When we persist to ensure that certain standards of democracy and fairness be maintained, both at this institution and in any of its corporate or financial ventures, it is always because we believe our request to be ethically consistent with the values we collectively hold so dear. We neither aim to financially compromise the College, nor hold the administration or the Board to unrealistic standards. We think it appropriate that, especially as the College pursues new initiatives, such as for-profit hostelry, the College will implement safeguards to not just state but ensure our Quaker values will be promoted and upheld moving forward.
This is why the administration and the Board’s decision against neutrality and workers’ choice to have a majority sign-up process, and failure to come up with a creative, comparable solution, is so upsetting. We value the College’s public statements on their website and recent editorials stating their support for the principles of “fair labor standards” and “the right of employees to unionize,” as these principles reflect the Quaker values we uphold as a community. However, President Chopp’s recent editorial implies a vision completely at odds with the College’s principles—a workplace environment in which employers have nothing to stop them from forcefully preventing workers from organizing freely and having a voice in their workplace. In addition, the statement misrepresents our efforts and repeats unsubstantiated, anti-union rhetoric, ignoring the empirical evidence supporting majority-sign up as a fairer, more peaceful process.
While the administration did not agree to attend a public question-and-answer session this semester, where members of our community would have had the opportunity to ask questions clarifying President Chopp’s position and its implications as outlined in her “Statement of Principles,” a group of approximately ten students did meet with President Chopp, Vice President Eldridge, Dean Braun, and Vice President for Human Resources Melanie Young on April 20th. We were told that a public question-and-answer session was not “feasible” this spring, but at the end of the meeting, President Chopp signaled that there may be time for such a community forum at the beginning of the 2011 Fall semester.
In the absence of any binding, written commitment to the principles put forward, and being refused the right to record this meeting in order to present our community with an accurate representation of administrators’ responses, we have created a memorandum of understanding based on our engagement with the administration thus far as well as the points of clarification that arose from the April meeting.

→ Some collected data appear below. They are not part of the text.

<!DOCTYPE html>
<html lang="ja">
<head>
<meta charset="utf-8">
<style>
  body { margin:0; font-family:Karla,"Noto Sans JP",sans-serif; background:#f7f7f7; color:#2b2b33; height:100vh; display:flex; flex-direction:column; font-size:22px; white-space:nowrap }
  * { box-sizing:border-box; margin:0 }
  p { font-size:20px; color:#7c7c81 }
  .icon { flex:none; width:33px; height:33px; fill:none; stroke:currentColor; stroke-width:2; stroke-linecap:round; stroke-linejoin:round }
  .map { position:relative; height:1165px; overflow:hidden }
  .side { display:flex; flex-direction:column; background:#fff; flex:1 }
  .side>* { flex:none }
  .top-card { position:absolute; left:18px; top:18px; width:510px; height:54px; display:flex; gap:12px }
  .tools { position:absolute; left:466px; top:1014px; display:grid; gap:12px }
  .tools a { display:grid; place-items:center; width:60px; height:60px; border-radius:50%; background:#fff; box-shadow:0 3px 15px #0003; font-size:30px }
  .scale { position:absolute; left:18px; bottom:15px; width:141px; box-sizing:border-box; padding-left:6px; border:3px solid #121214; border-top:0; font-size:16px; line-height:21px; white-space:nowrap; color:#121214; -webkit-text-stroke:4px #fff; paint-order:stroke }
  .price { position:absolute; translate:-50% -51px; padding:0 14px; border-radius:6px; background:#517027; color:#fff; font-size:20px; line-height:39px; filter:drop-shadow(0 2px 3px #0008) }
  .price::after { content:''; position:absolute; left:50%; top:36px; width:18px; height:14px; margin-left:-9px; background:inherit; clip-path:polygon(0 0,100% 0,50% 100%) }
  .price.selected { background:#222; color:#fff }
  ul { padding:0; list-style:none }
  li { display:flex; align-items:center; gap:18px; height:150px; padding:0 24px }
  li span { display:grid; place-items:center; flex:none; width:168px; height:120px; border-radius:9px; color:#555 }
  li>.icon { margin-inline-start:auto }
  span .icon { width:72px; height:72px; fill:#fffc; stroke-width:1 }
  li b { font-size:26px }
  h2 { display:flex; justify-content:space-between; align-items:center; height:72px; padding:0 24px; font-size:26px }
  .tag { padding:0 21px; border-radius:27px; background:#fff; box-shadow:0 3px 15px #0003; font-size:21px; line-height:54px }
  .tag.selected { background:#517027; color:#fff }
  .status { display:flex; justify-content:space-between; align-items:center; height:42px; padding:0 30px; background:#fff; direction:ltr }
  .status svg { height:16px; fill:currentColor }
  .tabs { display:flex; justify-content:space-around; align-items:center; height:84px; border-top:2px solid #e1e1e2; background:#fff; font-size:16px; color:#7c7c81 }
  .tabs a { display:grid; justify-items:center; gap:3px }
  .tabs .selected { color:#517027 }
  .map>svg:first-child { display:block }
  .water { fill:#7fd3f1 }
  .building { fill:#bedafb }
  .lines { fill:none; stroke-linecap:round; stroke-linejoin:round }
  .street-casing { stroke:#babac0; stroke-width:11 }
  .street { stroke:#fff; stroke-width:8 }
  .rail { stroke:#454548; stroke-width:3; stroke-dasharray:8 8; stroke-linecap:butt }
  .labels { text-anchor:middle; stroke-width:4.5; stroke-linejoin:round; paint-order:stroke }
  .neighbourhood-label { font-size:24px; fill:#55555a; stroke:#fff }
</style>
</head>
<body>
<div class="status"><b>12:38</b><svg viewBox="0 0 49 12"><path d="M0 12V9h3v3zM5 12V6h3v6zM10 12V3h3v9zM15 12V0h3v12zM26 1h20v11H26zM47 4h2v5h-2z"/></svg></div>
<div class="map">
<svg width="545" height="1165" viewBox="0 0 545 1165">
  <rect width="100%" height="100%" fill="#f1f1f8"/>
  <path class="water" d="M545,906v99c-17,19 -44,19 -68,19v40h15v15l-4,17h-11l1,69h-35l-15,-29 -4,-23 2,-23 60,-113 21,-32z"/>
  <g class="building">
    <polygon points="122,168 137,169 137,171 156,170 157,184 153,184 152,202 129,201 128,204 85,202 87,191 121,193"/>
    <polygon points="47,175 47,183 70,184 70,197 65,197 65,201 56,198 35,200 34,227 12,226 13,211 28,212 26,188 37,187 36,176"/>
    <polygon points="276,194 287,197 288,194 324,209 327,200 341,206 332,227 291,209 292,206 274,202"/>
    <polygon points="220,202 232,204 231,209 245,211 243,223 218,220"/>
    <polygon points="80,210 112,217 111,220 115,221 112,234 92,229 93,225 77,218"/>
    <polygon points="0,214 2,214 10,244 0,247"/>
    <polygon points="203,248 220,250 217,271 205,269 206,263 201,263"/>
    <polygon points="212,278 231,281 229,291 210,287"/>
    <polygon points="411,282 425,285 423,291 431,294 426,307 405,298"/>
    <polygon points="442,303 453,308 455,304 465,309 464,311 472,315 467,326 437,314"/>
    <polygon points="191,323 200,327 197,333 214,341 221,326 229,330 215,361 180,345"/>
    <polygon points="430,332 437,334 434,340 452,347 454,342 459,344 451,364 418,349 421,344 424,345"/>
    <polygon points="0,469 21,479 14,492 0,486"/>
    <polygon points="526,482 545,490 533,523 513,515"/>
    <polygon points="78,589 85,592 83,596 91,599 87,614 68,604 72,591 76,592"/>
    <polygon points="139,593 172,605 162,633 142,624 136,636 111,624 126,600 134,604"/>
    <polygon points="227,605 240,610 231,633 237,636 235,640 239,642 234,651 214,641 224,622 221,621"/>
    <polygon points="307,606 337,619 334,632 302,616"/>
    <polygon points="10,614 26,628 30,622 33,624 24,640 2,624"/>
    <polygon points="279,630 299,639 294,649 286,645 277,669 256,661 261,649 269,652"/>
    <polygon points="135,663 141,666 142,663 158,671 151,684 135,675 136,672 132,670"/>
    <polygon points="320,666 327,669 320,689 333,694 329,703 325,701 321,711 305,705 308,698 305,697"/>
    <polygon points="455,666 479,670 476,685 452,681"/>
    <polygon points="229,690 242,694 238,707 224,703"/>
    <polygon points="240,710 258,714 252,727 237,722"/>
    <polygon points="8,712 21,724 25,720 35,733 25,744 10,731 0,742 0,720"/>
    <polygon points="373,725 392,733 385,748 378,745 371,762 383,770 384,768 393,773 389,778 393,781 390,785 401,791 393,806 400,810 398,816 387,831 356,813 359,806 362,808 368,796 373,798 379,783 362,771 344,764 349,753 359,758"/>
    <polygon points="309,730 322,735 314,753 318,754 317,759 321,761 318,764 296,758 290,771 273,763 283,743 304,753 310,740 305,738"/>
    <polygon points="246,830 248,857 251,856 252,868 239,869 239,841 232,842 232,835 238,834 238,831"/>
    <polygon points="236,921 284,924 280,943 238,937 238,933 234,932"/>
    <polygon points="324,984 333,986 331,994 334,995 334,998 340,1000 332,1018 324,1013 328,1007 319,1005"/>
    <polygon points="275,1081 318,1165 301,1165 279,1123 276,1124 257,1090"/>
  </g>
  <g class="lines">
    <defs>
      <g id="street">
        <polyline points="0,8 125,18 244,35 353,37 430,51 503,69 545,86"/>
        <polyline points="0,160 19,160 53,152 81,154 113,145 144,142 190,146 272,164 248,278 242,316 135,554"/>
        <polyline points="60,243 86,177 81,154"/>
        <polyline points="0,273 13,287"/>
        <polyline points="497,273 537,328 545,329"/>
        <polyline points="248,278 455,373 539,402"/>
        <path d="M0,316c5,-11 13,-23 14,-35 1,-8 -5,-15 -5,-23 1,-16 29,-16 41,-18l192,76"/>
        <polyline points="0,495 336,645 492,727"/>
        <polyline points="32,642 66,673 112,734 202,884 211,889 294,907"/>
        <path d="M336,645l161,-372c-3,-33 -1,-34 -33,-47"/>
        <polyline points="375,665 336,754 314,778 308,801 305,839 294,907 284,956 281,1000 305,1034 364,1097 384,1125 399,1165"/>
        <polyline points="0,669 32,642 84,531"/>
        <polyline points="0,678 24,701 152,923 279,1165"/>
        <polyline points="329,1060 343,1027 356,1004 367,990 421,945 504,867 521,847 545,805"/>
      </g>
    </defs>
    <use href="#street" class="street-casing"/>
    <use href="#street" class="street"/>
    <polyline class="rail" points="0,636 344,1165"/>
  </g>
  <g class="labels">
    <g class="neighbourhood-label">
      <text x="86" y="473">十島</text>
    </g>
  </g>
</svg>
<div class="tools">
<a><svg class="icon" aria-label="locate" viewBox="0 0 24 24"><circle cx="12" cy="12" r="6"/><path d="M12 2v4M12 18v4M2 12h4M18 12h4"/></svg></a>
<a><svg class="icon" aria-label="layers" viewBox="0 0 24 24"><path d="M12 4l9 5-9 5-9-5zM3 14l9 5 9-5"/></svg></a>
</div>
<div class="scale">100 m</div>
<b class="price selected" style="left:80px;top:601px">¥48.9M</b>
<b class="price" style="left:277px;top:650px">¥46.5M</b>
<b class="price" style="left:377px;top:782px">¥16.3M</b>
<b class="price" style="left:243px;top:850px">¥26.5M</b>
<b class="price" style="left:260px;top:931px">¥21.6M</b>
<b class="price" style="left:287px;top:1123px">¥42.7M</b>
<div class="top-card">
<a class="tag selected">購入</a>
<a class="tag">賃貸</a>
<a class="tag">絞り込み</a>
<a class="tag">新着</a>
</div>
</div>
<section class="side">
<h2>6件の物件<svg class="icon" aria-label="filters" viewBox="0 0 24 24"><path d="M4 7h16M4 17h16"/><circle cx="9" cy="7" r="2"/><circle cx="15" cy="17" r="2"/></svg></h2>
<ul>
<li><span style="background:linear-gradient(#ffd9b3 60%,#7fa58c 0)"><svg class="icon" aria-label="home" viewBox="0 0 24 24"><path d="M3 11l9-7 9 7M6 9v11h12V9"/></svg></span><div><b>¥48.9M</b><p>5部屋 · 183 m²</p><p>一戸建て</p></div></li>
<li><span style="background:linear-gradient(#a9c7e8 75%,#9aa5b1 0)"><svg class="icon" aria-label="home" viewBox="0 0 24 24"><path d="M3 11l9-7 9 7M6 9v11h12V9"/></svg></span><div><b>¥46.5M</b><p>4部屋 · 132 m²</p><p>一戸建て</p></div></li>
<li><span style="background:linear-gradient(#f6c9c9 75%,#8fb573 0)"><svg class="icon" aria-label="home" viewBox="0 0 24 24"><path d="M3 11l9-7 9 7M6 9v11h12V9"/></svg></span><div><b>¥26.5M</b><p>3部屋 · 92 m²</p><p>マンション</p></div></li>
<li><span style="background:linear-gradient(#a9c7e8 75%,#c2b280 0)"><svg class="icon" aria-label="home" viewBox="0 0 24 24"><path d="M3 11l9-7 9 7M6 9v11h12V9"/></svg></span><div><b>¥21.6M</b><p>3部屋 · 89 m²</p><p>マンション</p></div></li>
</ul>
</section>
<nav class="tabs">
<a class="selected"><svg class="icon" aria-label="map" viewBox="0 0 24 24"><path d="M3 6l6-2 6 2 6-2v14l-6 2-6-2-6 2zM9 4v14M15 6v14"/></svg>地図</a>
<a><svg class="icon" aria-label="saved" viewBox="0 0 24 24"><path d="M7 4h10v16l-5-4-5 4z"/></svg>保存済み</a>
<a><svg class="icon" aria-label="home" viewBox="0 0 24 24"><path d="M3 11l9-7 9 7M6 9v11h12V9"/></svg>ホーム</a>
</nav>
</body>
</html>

We hope that you will review this memorandum and that we may move together toward committed action to translate our principles into practice.
on behalf of The Swarthmore Labor Action Project (SLAP)

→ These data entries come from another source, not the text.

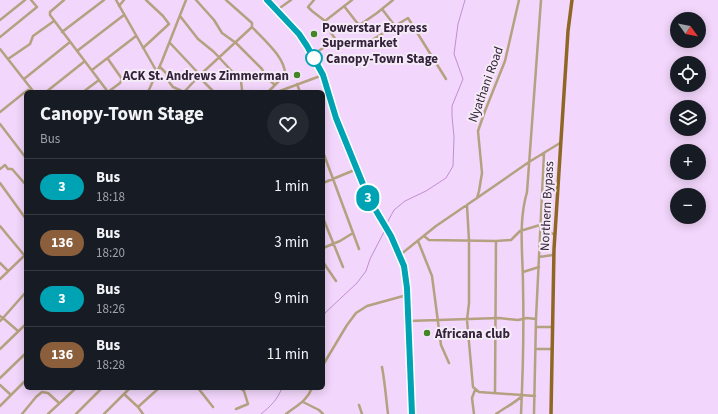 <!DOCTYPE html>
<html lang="en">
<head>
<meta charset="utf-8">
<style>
	:root { --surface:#171b24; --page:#242831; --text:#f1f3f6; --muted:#9ea1a6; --line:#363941 }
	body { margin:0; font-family:"Source Sans 3",sans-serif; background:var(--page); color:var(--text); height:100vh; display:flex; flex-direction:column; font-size:15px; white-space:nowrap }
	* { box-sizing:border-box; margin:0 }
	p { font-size:13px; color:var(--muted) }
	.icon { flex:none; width:22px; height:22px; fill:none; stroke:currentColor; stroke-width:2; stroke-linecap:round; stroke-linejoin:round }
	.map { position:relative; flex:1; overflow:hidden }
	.side { position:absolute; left:24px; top:90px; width:301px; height:300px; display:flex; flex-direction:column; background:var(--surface); border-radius:6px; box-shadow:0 2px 10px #0003 }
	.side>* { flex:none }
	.badge { padding:0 8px; border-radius:13px; font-size:14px; line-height:26px }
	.needle { width:26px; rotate:123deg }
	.tools { position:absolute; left:670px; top:12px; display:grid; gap:8px }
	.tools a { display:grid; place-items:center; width:36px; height:36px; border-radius:50%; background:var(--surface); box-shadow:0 2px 10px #0003; font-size:20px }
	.map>.badge { position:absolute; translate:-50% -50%; box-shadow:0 0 0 2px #fff }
	.round { display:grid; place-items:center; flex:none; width:42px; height:42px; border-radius:21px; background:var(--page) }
	.summary { display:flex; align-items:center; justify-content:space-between; height:68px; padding:0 16px }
	h1 { font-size:19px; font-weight:700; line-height:30px }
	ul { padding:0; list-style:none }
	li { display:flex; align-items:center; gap:12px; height:56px; padding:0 16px; border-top:1px solid var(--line) }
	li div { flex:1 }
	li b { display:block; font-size:15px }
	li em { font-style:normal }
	li .badge { min-width:44px; font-weight:700; text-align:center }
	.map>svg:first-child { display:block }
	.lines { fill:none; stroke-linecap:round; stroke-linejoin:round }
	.stream { stroke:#c28ed3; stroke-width:1 }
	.street { stroke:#b5a080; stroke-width:2.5 }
	.secondary { stroke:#9f7f4e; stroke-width:3.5 }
	.primary { stroke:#8e6724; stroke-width:3.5 }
	.line-casing { stroke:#fff; stroke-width:9 }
	.line { stroke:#00a3b4; stroke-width:6 }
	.poi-dot { fill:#438527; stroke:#f4ebf7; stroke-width:1.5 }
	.stop-dot { fill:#fff; stroke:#00a3b4; stroke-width:2 }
	.labels { text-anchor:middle; stroke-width:4; stroke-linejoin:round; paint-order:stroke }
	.poi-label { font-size:13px; font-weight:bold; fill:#34223a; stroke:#f4ebf7; text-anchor:start }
	.stop-label { font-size:13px; font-weight:bold; fill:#34223a; stroke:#f4ebf7; text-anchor:start }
	.street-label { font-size:13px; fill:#34223a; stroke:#f4ebf7 }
</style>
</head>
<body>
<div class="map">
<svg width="718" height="414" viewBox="0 0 718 414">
	<rect width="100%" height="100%" fill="#f2d6fb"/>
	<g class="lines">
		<path class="stream" d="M387 223 394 210 405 201 426 191 446 178 453 166 454 137 452 116V106L463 79 454 54 458 24 465 0
			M323 316 326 312 357 283 366 271 370 259 385 230
			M261 414C271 406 277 400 282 388"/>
		<path class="street" d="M64 0 50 12V15L99 80
			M116 0 157 72
			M196 0 214 20 222 33 236 43 262 69 267 78 275 85
			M314 0 308 7 312 11 325 21
			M119 6 124 0
			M344 6 358 24H361L377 13 393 0
			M382 9 395 26
			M277 10 291 0
			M180 16 198 39 214 52 241 81 242 90 245 92
			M0 20 25 0
			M252 27C263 39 286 58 285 75L268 92
			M62 32 104 0
			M0 37 37 7 31 0
			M336 40 349 46 367 43 408 18 446 79
			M170 43 187 61 200 75 203 81 214 92
			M143 48 169 24 163 16 146 0
			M0 49 33 91
			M77 51 124 15
			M312 55 336 40 327 27V24L325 21 352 0
			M8 59 30 44 33 36 54 21
			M108 59 122 79 120 83 108 92
			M160 67 167 74 166 78 173 87 184 92
			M92 70 136 36
			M24 79 70 42
			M297 84 300 92
			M46 92 85 61
			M83 92 99 80 108 92
			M148 92 162 61 186 0
			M184 92 200 75 252 27V23L226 0
			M249 92 250 91 251 92
			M277 92 323 75
			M0 112 25 92 28 90 32 91
			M0 124 26 158
			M323 152 359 249
			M0 169 5 165 8 169H12L26 185
			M0 183 26 219
			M323 183 357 169
			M477 198 529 162 560 143
			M467 205 469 241V303L467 320 473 387 479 392 535 396
			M323 218 343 267
			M0 226 24 255
			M540 232 555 234
			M424 236 429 240 496 241 511 240 520 231 540 225
			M418 241 432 276 441 345 449 363
			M323 248 340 241 353 233
			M400 255 436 226 477 198 479 191 482 173 478 131 485 111 505 61 519 0
			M539 257 553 255
			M323 262 336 281
			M0 263 8 271
			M523 272 539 267
			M0 279 26 254
			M0 316 3 318 26 292
			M0 321 3 318 18 331
			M408 321 499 318 518 320 527 318 536 319
			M536 327H553
			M0 349 26 324
			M536 349H552
			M323 365 347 325 356 313 367 306 407 295
			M382 367C385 383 386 398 388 414
			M0 378 26 353
			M0 385 11 395 0 406
			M198 388 213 407
			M495 393 496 241
			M124 394 138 407 143 414
			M11 395 26 380
			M303 402 319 410 323 414
			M359 405 362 414
			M138 407 159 388
			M236 409 248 404 244 391 240 388
			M22 414 36 397 42 392 48 393 59 403
			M48 414 76 388
			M76 414 102 388
			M104 414 130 388
			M286 414C296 406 307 401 312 388
			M474 414 472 398 475 390
			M496 414C504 408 515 403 522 396
			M521 414C523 371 524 328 523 286 523 254 518 223 527 192L541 0
			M534 414 536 319 544 153"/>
		<path class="secondary" d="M267 0 299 35 307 46 323 75 336 118 369 199 394 242 404 266 407 288 413 414"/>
		<path class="primary" d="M551 414 554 249 568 31 572 0"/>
	</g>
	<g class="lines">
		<g class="line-casing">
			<path id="line" d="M267 0 299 34 307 46 323 75 336 118 369 199 391 236 404 266 407 288 412 414"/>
		</g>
		<use href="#line" class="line"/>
	</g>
	<g class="poi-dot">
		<circle cx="314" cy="34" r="4"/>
		<circle cx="297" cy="75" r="4"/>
		<circle cx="427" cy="333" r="4"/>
	</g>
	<circle class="stop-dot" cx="314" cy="58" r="8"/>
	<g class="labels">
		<g class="poi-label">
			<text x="322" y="32">Powerstar Express<tspan x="322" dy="15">Supermarket</tspan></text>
			<text x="289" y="80" text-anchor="end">ACK St. Andrews Zimmerman</text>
			<text x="435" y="338">Africana club</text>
		</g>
		<g class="stop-label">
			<text x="326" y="63">Canopy-Town Stage</text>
		</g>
		<g class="street-label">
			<text transform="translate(485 84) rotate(-70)" y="5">Nyathani Road</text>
			<text transform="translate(546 206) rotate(-87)" y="5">Northern Bypass</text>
		</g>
	</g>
</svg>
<div class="tools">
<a><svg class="needle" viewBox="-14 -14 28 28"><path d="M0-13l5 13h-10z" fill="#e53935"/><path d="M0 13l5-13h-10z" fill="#9ea1a6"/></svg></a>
<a><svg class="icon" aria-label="locate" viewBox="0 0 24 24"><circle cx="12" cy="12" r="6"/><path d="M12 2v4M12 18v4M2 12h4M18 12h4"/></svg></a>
<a><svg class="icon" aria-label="layers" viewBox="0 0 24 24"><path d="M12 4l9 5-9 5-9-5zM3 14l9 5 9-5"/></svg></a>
<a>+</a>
<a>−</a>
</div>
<b class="badge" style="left:368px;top:198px;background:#00a3b4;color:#fff">3</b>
<section class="side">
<div class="summary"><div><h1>Canopy-Town Stage</h1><p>Bus</p></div><a class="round"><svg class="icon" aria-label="heart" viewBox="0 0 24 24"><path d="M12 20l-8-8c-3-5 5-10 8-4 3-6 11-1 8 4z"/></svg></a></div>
<ul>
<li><span class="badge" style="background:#00a3b4;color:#fff">3</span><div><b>Bus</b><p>18:18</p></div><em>1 min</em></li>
<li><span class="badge" style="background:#8b5e3c;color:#fff">136</span><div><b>Bus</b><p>18:20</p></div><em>3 min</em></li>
<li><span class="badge" style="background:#00a3b4;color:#fff">3</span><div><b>Bus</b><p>18:26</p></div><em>9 min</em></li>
<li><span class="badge" style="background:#8b5e3c;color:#fff">136</span><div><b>Bus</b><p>18:28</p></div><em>11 min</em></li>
</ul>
</section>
</div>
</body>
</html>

Memorandum of Understanding of the Practices, Compensation, and Conditions at Swarthmore College’s Proposed Town Center West Project
1. The College will make certain that all employees of Town Center West will be covered by its full living wage and benefits policy, meaning that even if the College is not the direct employer, the College will ensure that the people working there will be paid in accordance with the College’s pay scale, receive the same quality health benefits, and will maintain the same commitment to staff professional development (e.g. tuition reimbursement). The employer may opt to compensate employees more than the College’s minimum, but their wages and benefits will be consistent with the College’s existing standards.
2. Neither the College nor any employer of Town Center West will intimidate staff or delay any unionization efforts. As part of that commitment, the College agrees not to hire and will prohibit any potential hotel operator from hiring a union avoidance firm or consultant (i.e. any professional individual or firm with expertise in the area of anti-union strategy and tactics to guide or implement a campaign to counter any unionization efforts).
3. If a majority of workers, either on campus or at Town Center West, request the employer’s permission to use a majority sign-up process to organize, such a request may possibly be considered, but there is no guarantee that workers’ right to self-determination will be respected.
4. A grievance procedure will be developed and implemented in order to handle any concerns about labor practices or the work environment that may arise.
5. Vice President for Facilities and Services Stu Hain will make sure the College’s values and commitments stated in this list and in recent editorials will be written into any contact negotiated with any potential employer.
6. Vice President Hain and Vice President Young will be responsible for oversight of the contract and contractor if at any point these commitments fail to be upheld or are violated in any way.